X is shutting down Communities, the interest-based feature launched back in 2021 when the company was still called Twitter. The platform announced Wednesday that the feature will go dark on May 6, 2026, after a brief extension of the migration deadline to May 30. X head of product Nikita Bier explained the decision in blunt terms: Communities simply were not working.
Why X Is Shutting Down Communities in May 2026
“Communities had a great vision, but they were used by less than 0.4% of users — yet contributed to 80% of spam reports, fraud, and malware on X,” Bier wrote on the platform. That is the single-worst product ratio any public X executive has disclosed since Elon Musk acquired Twitter in 2022: a feature almost no one used was generating most of the platform’s abuse signals.
Bier was more sardonic about what the feature had actually become. He called Communities a “Temu version of subreddits” — a dig at the knockoff-shopping app aimed squarely at Reddit’s dominance in interest-based communities. The few Communities that succeeded, he noted, were mostly “user-acquisition channels for Kick or compensated clipper communities,” where creators pay clippers to push their short-form video elsewhere.
Communities Were a “Temu Version of Subreddits”
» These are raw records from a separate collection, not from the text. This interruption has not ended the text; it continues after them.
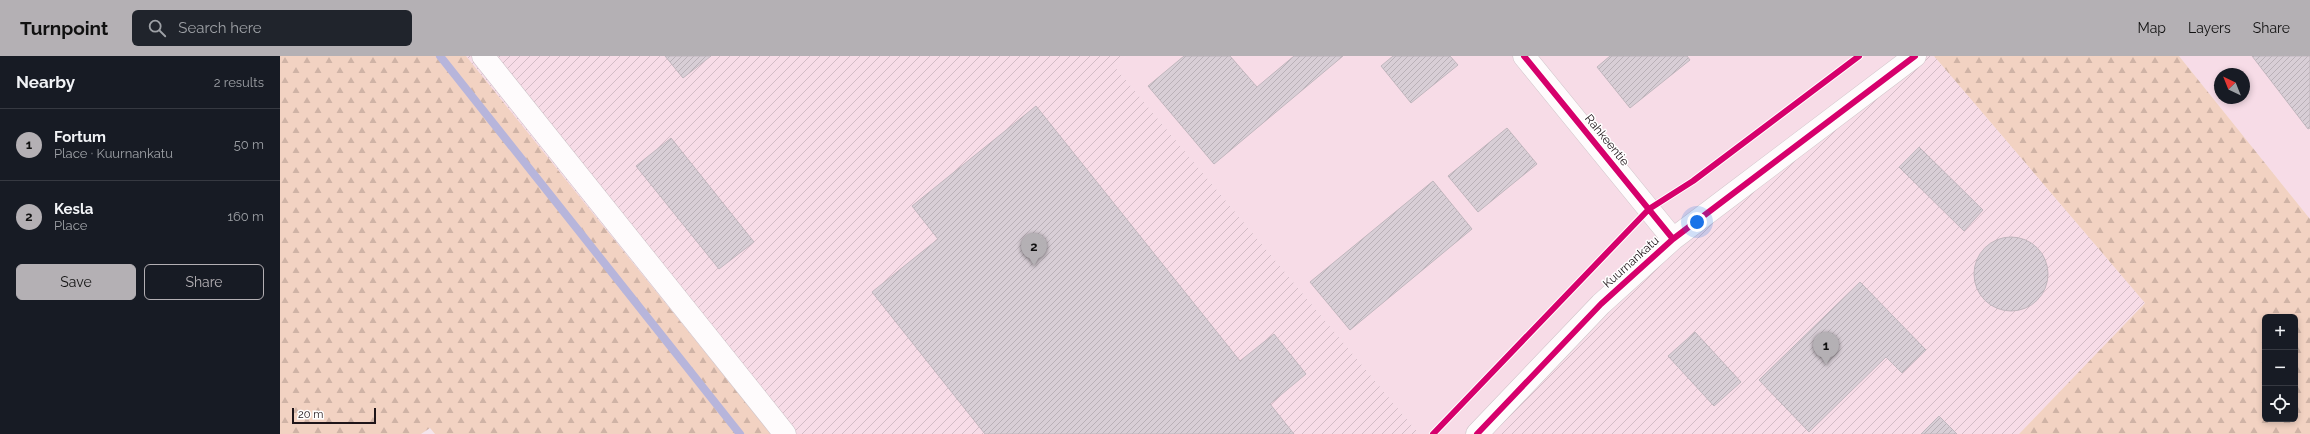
<!DOCTYPE html>
<html lang="en">
<head>
<meta charset="utf-8">
<style>
	:root { --surface:#171b24; --page:#20242c; --text:#f1f3f6; --muted:#9ea1a6; --line:#363941; --accent:#b4b0b4 }
	body { margin:0; font-family:Raleway,sans-serif; background:var(--page); color:var(--text) }
	.controls { position:absolute; right:12px; bottom:12px; display:grid; overflow:hidden; border-radius:6px; box-shadow:0 2px 6px #0003 }
	.controls button { width:36px; height:36px; display:grid; place-items:center; padding:0; border:0; border-bottom:1px solid var(--line); background:var(--surface); color:var(--text); font:20px sans-serif }
	.compass { position:absolute; left:1934px; top:12px; width:36px; height:36px; border-radius:50%; background:var(--surface); box-shadow:0 2px 6px #0003; rotate:317deg }
	.scale { position:absolute; left:12px; bottom:10px; width:84px; box-sizing:border-box; padding-left:4px; border:2px solid #1f1519; border-top:0; font-size:11px; line-height:14px; white-space:nowrap; color:#1f1519; -webkit-text-stroke:3px #fff; paint-order:stroke }
	.you { position:absolute; left:1417px; top:166px; width:14px; height:14px; margin:-10px; border:3px solid #fff; border-radius:50%; background:#1a73e8; box-shadow:0 0 0 6px #1a73e833 }
	.badge { display:grid; place-items:center; width:26px; height:26px; border-radius:50%; background:var(--accent); color:#111; font-size:13px; font-weight:700 }
	.pin { position:absolute; translate:-50% -33px; filter:drop-shadow(0 1px 2px #0008) }
	.pin::after { content:''; position:absolute; top:21px; width:14px; height:12px; background:inherit; clip-path:polygon(0 0,100% 0,50% 100%) }
	.list { margin:0; padding:0; list-style:none }
	h2 { display:flex; justify-content:space-between; align-items:center; height:52px; margin:0; padding:0 16px; font-size:17px }
	h2 small { font-size:13px; font-weight:400; color:var(--muted) }
	.list li { display:grid; grid-template-columns:26px 1fr auto; gap:12px; align-items:center; box-sizing:border-box; height:72px; padding:0 16px; border-top:1px solid var(--line) }
	.list b { display:block; font-size:15px; white-space:nowrap }
	.list p { margin:0; font-size:13px; white-space:nowrap; color:var(--muted) }
	.list em { font-size:13px; font-style:normal; color:var(--muted) }
	.actions { display:flex; gap:8px; padding:12px 16px }
	.actions a { flex:1; padding:9px 0; border:1px solid var(--accent); border-radius:6px; text-align:center; font-size:14px; color:var(--accent) }
	.actions .main { background:var(--accent); color:#111 }
	.icon { flex:none; width:22px; height:22px; fill:none; stroke:currentColor; stroke-width:2; stroke-linecap:round; stroke-linejoin:round }
	.map { position:relative; flex:none; width:2030px; height:378px; overflow:hidden }
	header { display:flex; align-items:center; gap:24px; box-sizing:border-box; height:56px; padding:0 20px; background:var(--accent); color:#111 }
	header strong { font-size:19px }
	nav { display:flex; gap:22px; margin-inline-start:auto; font-size:14px }
	.search { width:280px; height:36px; background:var(--page); display:flex; align-items:center; gap:10px; box-sizing:border-box; padding:0 14px; border-radius:6px; color:var(--muted); font-size:15px }
	main { display:flex }
	aside { flex:1; background:var(--surface) }
	.map>svg:first-child { display:block }
</style>
</head>
<body>
<header>
<strong>Turnpoint</strong>
<div class="search"><svg class="icon" aria-label="search" viewBox="0 0 24 24"><circle cx="10" cy="10" r="6"/><path d="M15 15l6 6"/></svg>Search here</div>
<nav><a>Map</a><a>Layers</a><a>Share</a></nav>
</header>
<main>
<aside>
<h2>Nearby<small>2 results</small></h2>
<ul class="list">
<li><span class="badge">1</span><div><b>Fortum</b><p>Place · Kuurnankatu</p></div><em>50 m</em></li>
<li><span class="badge">2</span><div><b>Kesla</b><p>Place</p></div><em>160 m</em></li>
</ul>
<div class="actions"><a class="main">Save</a><a>Share</a></div>
</aside>
<div class="map">
<svg width="2030" height="378" viewBox="0 0 2030 378">
	<defs>
		<pattern id="industrial-furrows" width="10" height="10" patternUnits="userSpaceOnUse"><rect width="10" height="10" fill="#f7dce7"/><path d="M-1 1l2-2M0 10L10 0M9 11l2-2" fill="none" stroke="#d3bcc6"/></pattern>
		<pattern id="forest-firs" width="22" height="20" patternUnits="userSpaceOnUse"><rect width="22" height="20" fill="#f2d2c2"/><path d="M5 1l3.5 6h-7zM16 11l3.5 6h-7z" fill="#cfb3a6"/></pattern>
		<pattern id="building-hatch" width="6" height="6" patternUnits="userSpaceOnUse"><rect width="6" height="6" fill="#d8ced6"/><path d="M-1 1l2-2M0 6l6-6M5 7l2-2" fill="none" stroke="#b9b0b7"/></pattern>
	</defs>
	<rect width="100%" height="100%" fill="#f5e5ec"/>
	<path fill="#f7dce7" fill-rule="evenodd" d="M846,0H1621L1313,241L1185,378H1139L834,10Z
		M1899,0H2030V163ZM1940,18H1964V42H1940Z"/>
	<path fill="url(#industrial-furrows)" d="M186,0H846L834,10L1139,378H491Z
		M1621,0H1654L1865,247L1739,378H1185L1313,241Z"/>
	<path fill="url(#forest-firs)" fill-rule="evenodd" d="M0,0H186L491,378H155L150,372L141,378H0Z
		M1654,0H1899L2030,163V378H1739L1865,247ZM1985,261H2015V363H1985Z"/>
	<g fill="none" stroke-linecap="round" stroke-linejoin="round">
		<path stroke="#b7b5db" stroke-width="8" d="M160,0L460,378"/>
	</g>
	<path fill="url(#building-hatch)" stroke="#c0b6bd" d="M385,0H431L403,22Z
		M904,0H950L977,31L1014,0H1063L934,108L868,30Z
		M1113,0H1170L1178,9L1131,47L1101,10Z
		M1330,0H1407L1410,4L1350,52L1317,11Z
		M1972,0H2030V72L2028,73Z
		M756,50L960,305L994,278L1026,318L990,348L1014,378H705L592,236L658,183L632,150Z
		M1227,72L1257,108L1198,156L1168,120Z
		M391,82L474,186L439,213L356,110Z
		M1639,91L1703,154L1684,175L1619,111Z
		M1153,125L1192,173L1070,274L1030,226Z
		M1694 218a37 37 0 1 1 74 0a37 37 0 1 1-74 0Z
		M1580,226L1646,294L1622,317L1606,301L1529,376L1479,324Z
		M1415,276L1461,326L1434,350L1388,300Z
		M1659,360L1677,378H1641Z"/>
	<g fill="none" stroke-linecap="round" stroke-linejoin="round">
		<g stroke="#d0c4c9" stroke-width="23">
			<path id="minor" d="M203,0L505,378
				M1244,0L1393,183
				M1197,378L1321,248L1393,183L1635,0"/>
		</g>
		<use href="#minor" stroke="#fefbfc" stroke-width="22"/>
		<g stroke="#fff" stroke-width="8">
			<path id="cycleway" d="M1244,0L1393,183
				M1153,378L1369,153L1413,125L1579,0
				M1197,378L1321,248L1393,183L1635,0"/>
		</g>
		<use href="#cycleway" stroke="#d6006c" stroke-width="6"/>
	</g>
	<g text-anchor="middle" stroke-width="3" stroke-linejoin="round" paint-order="stroke">
		<g font-size="12" fill="#1f1519" stroke="#fff">
			<text transform="translate(1327 84) rotate(51)" y="4">Rahkeentie</text>
			<text transform="translate(1351 206) rotate(-42)" y="4">Kuurnankatu</text>
		</g>
	</g>
</svg>
<div class="controls">
<button>+</button>
<button>−</button>
<button><svg class="icon" aria-label="locate" viewBox="0 0 24 24"><circle cx="12" cy="12" r="6"/><path d="M12 2v4M12 18v4M2 12h4M18 12h4"/></svg></button>
</div>
<svg class="compass" viewBox="-18 -18 36 36"><path d="M0-13l5 13h-10z" fill="#e53935"/><path d="M0 13l5-13h-10z" fill="#9ea1a6"/></svg>
<div class="scale">20 m</div>
<div class="you"></div>
<div class="pin badge" style="left:1546px;top:309px">1</div>
<div class="pin badge" style="left:754px;top:210px">2</div>
</div>
</main>
</body>
</html>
“Clipping” — for anyone not steeped in creator economy mechanics — is the practice of reposting short clips of another creator’s work or a brand’s video, with the clipper compensated for views and engagement. Marketers and streamers leveraged X Communities to run these pay-per-post networks at scale. The end result was a feature designed for genuine interest groups that quietly became a paid distribution layer for off-platform creators.
A handful of legitimate Communities did exist, Bier acknowledged. Those admins will have to migrate elsewhere, and X is not planning to preserve the original feature in any form. The company extended the migration window from May 6 to May 30 to give admins more time, but the hard shutdown itself is not being revisited.
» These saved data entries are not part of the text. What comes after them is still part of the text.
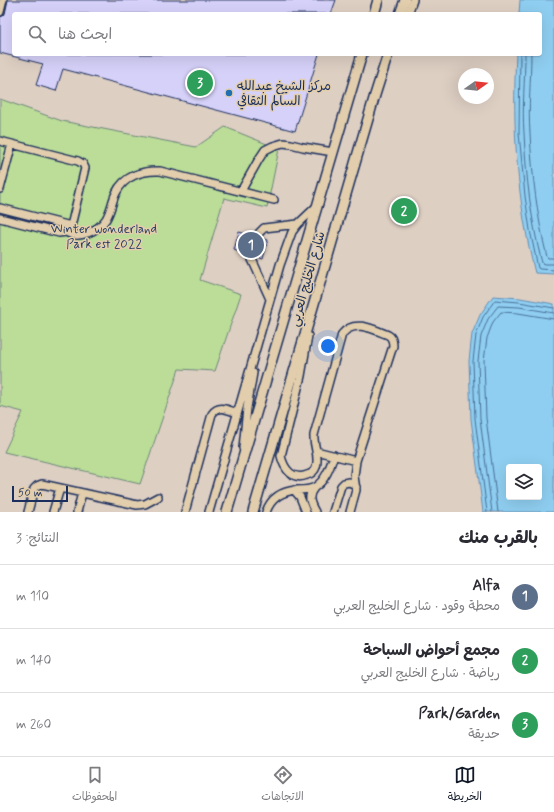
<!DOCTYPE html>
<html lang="ar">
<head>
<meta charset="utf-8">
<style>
  :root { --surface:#fff; --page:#f7f7f7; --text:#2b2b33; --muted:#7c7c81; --line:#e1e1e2; --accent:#111827 }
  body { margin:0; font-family:Mynerve,"Playpen Sans Arabic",sans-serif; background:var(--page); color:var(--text); direction:rtl }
  .controls { position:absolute; right:12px; bottom:12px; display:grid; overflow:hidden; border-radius:4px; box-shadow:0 4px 16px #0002 }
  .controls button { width:36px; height:36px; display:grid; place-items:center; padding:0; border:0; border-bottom:1px solid var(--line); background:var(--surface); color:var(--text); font:20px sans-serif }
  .compass { position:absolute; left:458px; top:68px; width:36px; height:36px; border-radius:50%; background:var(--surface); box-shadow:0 4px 16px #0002; rotate:75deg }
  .scale { position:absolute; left:12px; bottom:10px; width:56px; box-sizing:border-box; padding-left:4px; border:2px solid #1b2f5e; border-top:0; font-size:11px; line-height:14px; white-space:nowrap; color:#1b2f5e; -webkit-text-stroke:3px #e2ceac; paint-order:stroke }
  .you { position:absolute; left:328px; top:346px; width:14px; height:14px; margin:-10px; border:3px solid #fff; border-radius:50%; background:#1a73e8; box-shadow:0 0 0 6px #1a73e833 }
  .badge { display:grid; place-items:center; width:26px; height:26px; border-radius:50%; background:var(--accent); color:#fff; font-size:13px; font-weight:700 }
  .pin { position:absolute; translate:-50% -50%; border:2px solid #fff; box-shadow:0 1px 4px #0006 }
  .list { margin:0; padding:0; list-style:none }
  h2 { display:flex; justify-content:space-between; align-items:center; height:52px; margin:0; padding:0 16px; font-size:17px }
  h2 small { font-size:13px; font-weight:400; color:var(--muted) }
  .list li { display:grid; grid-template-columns:26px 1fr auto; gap:12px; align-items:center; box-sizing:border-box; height:64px; padding:0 16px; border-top:1px solid var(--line) }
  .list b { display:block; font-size:15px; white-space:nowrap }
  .list p { margin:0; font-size:13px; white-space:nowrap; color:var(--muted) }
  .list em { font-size:13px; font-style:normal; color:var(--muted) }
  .icon { flex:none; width:22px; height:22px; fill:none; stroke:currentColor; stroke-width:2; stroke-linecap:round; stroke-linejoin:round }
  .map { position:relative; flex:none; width:554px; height:512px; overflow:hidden; direction:ltr }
  .search { position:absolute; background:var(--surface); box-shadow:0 4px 16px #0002; left:12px; right:12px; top:12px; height:44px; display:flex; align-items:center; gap:10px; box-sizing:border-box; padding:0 14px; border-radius:4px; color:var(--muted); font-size:15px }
  .sheet { height:244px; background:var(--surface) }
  nav { display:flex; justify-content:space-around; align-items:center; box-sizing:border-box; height:56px; border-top:1px solid var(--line); background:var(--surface); font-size:11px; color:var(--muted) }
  nav a { display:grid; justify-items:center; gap:2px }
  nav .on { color:var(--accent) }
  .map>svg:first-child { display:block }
  .green { fill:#bbdd97; stroke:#6b867a }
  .water { fill:#8fcef0; stroke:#618eb6; fill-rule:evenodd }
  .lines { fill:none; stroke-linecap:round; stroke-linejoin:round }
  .shore { stroke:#496f98; stroke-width:1 }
  .building { fill:#d6d1f9; stroke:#1b2f5e }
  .minor-tunnel { stroke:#b7afaf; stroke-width:7; stroke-dasharray:7 3.5; stroke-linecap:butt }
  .minor-casing { stroke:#1b2f5e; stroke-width:10 }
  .major-casing { stroke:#1b2f5e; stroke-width:12 }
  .minor { stroke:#e2ceac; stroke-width:7 }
  .major { stroke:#e2ceac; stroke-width:9 }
  .poi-dot { fill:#1f6fb2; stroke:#e2ceac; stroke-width:1.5 }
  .labels { text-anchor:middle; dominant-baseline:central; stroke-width:3; stroke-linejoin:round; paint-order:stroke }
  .poi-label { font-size:13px; fill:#1b2f5e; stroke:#e2ceac; text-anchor:start }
  .park-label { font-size:13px; fill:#2b4064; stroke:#e2ceac }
  .street-label { font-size:13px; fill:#1b2f5e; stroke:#e2ceac }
</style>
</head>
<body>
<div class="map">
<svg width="554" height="512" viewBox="0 0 554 512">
  <rect width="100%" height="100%" fill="#decfc3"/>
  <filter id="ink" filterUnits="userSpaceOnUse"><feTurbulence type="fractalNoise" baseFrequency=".025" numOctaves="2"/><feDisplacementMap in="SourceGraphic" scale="8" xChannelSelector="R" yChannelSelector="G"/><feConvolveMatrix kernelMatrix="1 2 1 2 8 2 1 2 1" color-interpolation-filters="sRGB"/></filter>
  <g filter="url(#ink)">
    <path class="green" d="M0,99L62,121L196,147L225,127L279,149L267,208L224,198L200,280L241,294L215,371L179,369L140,484L4,452L23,412L0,406Z"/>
    <path class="water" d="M520,0H554V274L535,273C517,202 512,128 516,54H540V14H519Z
      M493,296L520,298L554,304V512H483L471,419L469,361L472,334L480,315ZM509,467H539V497H509Z"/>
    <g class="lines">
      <path class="shore" d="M520,54L519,133L525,196L530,230L538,268L540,269L554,270
        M525,54C525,80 522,107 524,133C526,177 531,221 542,263L544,264H554
        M531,54C531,80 528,107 530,133C532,174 537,217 547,257L548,258H554
        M487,512L475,419L473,361L476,335L483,317L495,300L519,302L554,308
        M492,512L480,419L478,361L481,336L488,319L498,306L519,307L554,313
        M498,512L486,418L484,361L487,338L493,322L501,312L518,313L554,319"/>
    </g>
    <path class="building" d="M8,0H336L331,14H14V54H319L295,131L63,69L56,91L36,85L43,64L0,53V17L3,16L5,14Z
      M239,232L250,235V239L253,242H257L261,238L268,240L263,259L257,257L254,253L251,250L248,251L245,254L234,250Z"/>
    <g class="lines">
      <path class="minor-tunnel" d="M250,255L255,237"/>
      <defs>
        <path id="minor" d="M0,12L3,0
          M408,14L413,0
          M0,141L78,161L83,164L85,168L71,226L66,232L59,233L0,218
          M0,189L12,144
          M241,191L259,159L265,150L273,146L283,143L291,144L303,147L333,152
          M0,208L71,226
          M66,232C79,240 98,231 106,219C111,211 112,201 116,193C124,176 142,170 160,171L274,200
          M255,237L264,228L298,224
          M250,255L270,299
          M308,336L301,376L281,456C284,469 293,481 307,475C311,474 315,471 316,467C320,456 313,446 314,435L342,334C354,319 373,329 388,335C392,337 393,342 393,346L356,461L354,476L356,490L350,512
          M243,448L247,408L253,373
          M316,451L356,461
          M314,488C307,496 310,503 315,512
          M294,490L300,497L306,512
          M28,512L34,489L37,486L42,484L137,505L145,504L158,497
          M53,512L60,488
          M77,512L82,493
          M185,512L212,414C219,404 228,410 237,413
          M209,512L280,265L292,232L298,224L316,207
          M266,512C271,498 282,491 297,490C303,490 310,490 315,487C326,480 330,467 334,455
          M333,512L341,486L344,483L349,482L354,484L356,487"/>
        <path id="major" d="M374,14L378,0
          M400,14L405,0
          M227,512L362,54
          M253,512L375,95L388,54"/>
      </defs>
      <use href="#minor" class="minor-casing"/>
      <use href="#major" class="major-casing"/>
      <use href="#minor" class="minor"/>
      <use href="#major" class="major"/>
    </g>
  </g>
  <circle class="poi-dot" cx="229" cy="93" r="4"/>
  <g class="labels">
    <g class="poi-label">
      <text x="237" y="86">مركز الشيخ عبدالله<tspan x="237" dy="15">السالم الثقافي</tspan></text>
    </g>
    <g class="park-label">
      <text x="104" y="229">Winter wonderland<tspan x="104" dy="15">Park est 2022</tspan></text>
    </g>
    <g class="street-label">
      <text transform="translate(308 279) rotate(-74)">شارع الخليج العربي</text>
    </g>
  </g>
</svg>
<div class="controls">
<button><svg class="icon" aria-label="layers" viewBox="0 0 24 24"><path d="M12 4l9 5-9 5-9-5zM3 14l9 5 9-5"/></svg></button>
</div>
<svg class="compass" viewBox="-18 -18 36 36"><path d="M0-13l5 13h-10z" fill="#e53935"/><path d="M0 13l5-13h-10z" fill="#7c7c81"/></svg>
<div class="scale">50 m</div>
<div class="you"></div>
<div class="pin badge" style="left:251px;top:245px;background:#5c6f8a">1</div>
<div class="pin badge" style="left:404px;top:211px;background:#2e9e5b">2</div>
<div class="pin badge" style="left:200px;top:83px;background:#2e9e5b">3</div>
<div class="search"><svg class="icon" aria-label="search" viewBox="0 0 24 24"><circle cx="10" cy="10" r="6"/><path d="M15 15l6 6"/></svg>ابحث هنا</div>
</div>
<section class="sheet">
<h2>بالقرب منك<small>النتائج: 3</small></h2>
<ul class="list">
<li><span class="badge" style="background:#5c6f8a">1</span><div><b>Alfa</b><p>محطة وقود · شارع الخليج العربي</p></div><em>110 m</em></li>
<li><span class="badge" style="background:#2e9e5b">2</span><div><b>مجمع أحواض السباحة</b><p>رياضة · شارع الخليج العربي</p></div><em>140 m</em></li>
<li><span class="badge" style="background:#2e9e5b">3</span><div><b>Park/Garden</b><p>حديقة</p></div><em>260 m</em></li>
</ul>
</section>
<nav>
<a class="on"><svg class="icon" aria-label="map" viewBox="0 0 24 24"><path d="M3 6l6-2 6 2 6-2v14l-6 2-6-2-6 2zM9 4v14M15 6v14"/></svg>الخريطة</a>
<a><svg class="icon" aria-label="directions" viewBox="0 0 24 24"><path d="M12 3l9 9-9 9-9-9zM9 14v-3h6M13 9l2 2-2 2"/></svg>الاتجاهات</a>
<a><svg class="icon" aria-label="saved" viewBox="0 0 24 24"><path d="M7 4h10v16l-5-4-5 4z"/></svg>المحفوظات</a>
</nav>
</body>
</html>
XChat Group Chats Will Absorb Communities Members
X is pushing displaced Communities into its revamped group chat experience. XChat — the platform’s messaging service, which is reportedly launching as a standalone app — will support “joinable” links for group chats. These public links can be shared and pinned on the X timeline and currently support up to 500 members, with a goal of 1,000 in the coming weeks.
For Communities admins, the migration path is straightforward but limited: group chats can carry the social graph forward, but the public, discoverable, feed-like structure that made Communities appealing in the first place is gone. Power users wanting something closer to Reddit’s structure will likely drift back to Reddit, which has been aggressively rebuilding its product under Steve Huffman.
X Is Now Shipping 2-3 Features Every Week
The Communities shutdown is being paired with a broader product acceleration. This week, X launched Custom Timelines for Premium subscribers — pinnable topical feeds on the Home tab that are personalized to how each user engages. Bier said in March that the X team had begun to hit a cadence of launching two to three net new features per week.
Recent ships include Cashtags, topic mute buttons, voice notes in chat, a new photo editor, automatic translations, new reply settings, and now Custom Timelines. It is the fastest product tempo X has run at in years, and a clear contrast to the slowdown other social platforms are hitting in 2026. For Elon Musk, killing Communities is less a retreat than a concession — the product was broken, and the company is finally admitting it.